The stretch of water around Yetman provides the best cod and yellowbelly in the entire Murray-Darling system,” claims Fred Moore, president of the local fishing club. “We’re proud of our river.”
Club members regularly assemble along the banks of the meandering Macintyre River in far north New South Wales, and appropriately they meet at Yetman’s Cod Fish Hotel Motel. There’s not much else in Yetman these days, but the fish still bite and for many that’s really all that matters. “All our funds go into propagation to ensure the fish numbers stay high,” Fred says.
The Cod Fish Hotel Motel is known far and wide among fishermen and women as the place to come when rods and lines are being assembled. It also supplies trophies for the big event of the year, an annual Easter fishing competition, which draws hopefuls from far away.

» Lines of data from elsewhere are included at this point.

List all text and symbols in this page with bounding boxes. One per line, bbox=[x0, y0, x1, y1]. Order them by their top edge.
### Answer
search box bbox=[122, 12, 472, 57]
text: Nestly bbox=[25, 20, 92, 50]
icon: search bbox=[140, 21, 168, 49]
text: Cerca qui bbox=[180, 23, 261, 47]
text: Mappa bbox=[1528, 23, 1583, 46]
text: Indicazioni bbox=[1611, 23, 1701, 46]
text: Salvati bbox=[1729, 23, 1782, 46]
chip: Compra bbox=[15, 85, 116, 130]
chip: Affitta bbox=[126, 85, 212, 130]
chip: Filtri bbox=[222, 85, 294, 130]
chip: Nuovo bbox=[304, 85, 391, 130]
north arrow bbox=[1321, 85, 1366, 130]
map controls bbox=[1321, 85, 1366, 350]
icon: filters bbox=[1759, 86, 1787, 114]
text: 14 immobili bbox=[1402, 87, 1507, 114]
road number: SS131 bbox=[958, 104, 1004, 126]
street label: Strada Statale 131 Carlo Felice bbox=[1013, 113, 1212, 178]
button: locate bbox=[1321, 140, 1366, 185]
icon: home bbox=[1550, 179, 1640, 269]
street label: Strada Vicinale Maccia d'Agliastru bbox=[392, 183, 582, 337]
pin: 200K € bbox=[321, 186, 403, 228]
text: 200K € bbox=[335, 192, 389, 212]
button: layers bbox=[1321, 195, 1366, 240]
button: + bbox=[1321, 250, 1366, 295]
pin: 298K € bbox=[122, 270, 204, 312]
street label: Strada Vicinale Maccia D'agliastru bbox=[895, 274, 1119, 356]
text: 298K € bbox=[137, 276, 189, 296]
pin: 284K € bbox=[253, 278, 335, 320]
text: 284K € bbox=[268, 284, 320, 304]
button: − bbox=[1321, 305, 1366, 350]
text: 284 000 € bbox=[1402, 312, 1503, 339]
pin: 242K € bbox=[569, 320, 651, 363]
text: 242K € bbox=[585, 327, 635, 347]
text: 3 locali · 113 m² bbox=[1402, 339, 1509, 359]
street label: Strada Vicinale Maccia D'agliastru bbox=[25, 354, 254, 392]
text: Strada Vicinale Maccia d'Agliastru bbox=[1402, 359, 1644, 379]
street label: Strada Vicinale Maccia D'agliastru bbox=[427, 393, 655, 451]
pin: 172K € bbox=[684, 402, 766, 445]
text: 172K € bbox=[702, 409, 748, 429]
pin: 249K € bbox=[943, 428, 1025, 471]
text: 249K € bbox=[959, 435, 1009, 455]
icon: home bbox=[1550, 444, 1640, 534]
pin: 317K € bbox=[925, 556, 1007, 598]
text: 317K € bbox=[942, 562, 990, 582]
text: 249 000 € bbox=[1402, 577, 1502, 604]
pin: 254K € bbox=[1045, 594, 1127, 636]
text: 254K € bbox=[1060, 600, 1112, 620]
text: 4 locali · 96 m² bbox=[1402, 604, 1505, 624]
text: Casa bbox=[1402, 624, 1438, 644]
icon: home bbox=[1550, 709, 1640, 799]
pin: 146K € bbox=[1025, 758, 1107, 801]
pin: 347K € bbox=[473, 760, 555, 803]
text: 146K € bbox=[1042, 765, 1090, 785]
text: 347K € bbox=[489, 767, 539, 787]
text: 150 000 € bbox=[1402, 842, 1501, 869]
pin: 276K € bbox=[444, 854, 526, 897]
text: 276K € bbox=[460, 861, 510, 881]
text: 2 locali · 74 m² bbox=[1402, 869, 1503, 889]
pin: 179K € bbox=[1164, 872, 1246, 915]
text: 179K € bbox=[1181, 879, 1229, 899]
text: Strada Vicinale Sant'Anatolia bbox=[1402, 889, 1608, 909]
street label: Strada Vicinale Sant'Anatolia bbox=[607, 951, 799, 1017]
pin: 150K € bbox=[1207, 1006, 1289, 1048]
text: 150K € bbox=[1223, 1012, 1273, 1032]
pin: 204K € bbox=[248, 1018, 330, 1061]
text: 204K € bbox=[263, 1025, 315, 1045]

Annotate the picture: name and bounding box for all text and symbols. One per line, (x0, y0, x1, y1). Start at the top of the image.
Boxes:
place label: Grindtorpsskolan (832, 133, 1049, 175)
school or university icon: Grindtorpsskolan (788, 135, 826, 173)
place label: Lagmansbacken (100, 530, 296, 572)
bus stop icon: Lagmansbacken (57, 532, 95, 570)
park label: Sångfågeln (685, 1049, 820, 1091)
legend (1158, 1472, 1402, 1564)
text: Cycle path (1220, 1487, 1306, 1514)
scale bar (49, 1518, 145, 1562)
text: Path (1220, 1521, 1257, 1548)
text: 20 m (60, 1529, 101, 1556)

Certainly, there are great fishing spots along the slow-flowing Macintyre, full of catfish, cod and yellowbelly. But just as importantly, and perhaps more so for many, are the Macintyre’s trio of hotels, which sit near the riverbank, acting as thirst-quenchers for hard-working stockmen, patient fishermen, tourists and the townsfolk of the border towns.
The Macintyre, one of the headwaters of the Murray-Darling system, meanders through south-west Queensland and the north of New South Wales, forming the division between the two states along some of its course. From the Northern Tablelands west of Guyra, NSW, it heads north-west and incorporates the Dumaresq River before eventually becoming the Barwon. Named after Peter Macintyre, a Scot who came to Australia in 1825 and opened squatting runs on the Liverpool Plains, its course winds through diverse agricultural country every bit as varied as the three hotels that stand close to its wooded banks: the Victoria in Goondiwindi, the Wobbly Boot in Boggabilla and the Cod Fish in Yetman.
The Cod Fish has the most direct link to the river because of its fishing tradition. For thousands of years, the local Bigambul people used the river for plentiful and easily obtained food. Then, once the original hotel was built in 1866, it became a popular base for visiting anglers so they didn’t have far to go to the river’s shady banks.
“It’s good to have the fishermen here,” says Ann McMillan who now runs the hotel where she has worked for the last 18 years. “It’s been tough for them in recent years because of the drought, but at the moment conditions are good. We get clubs and groups and we look after them well.”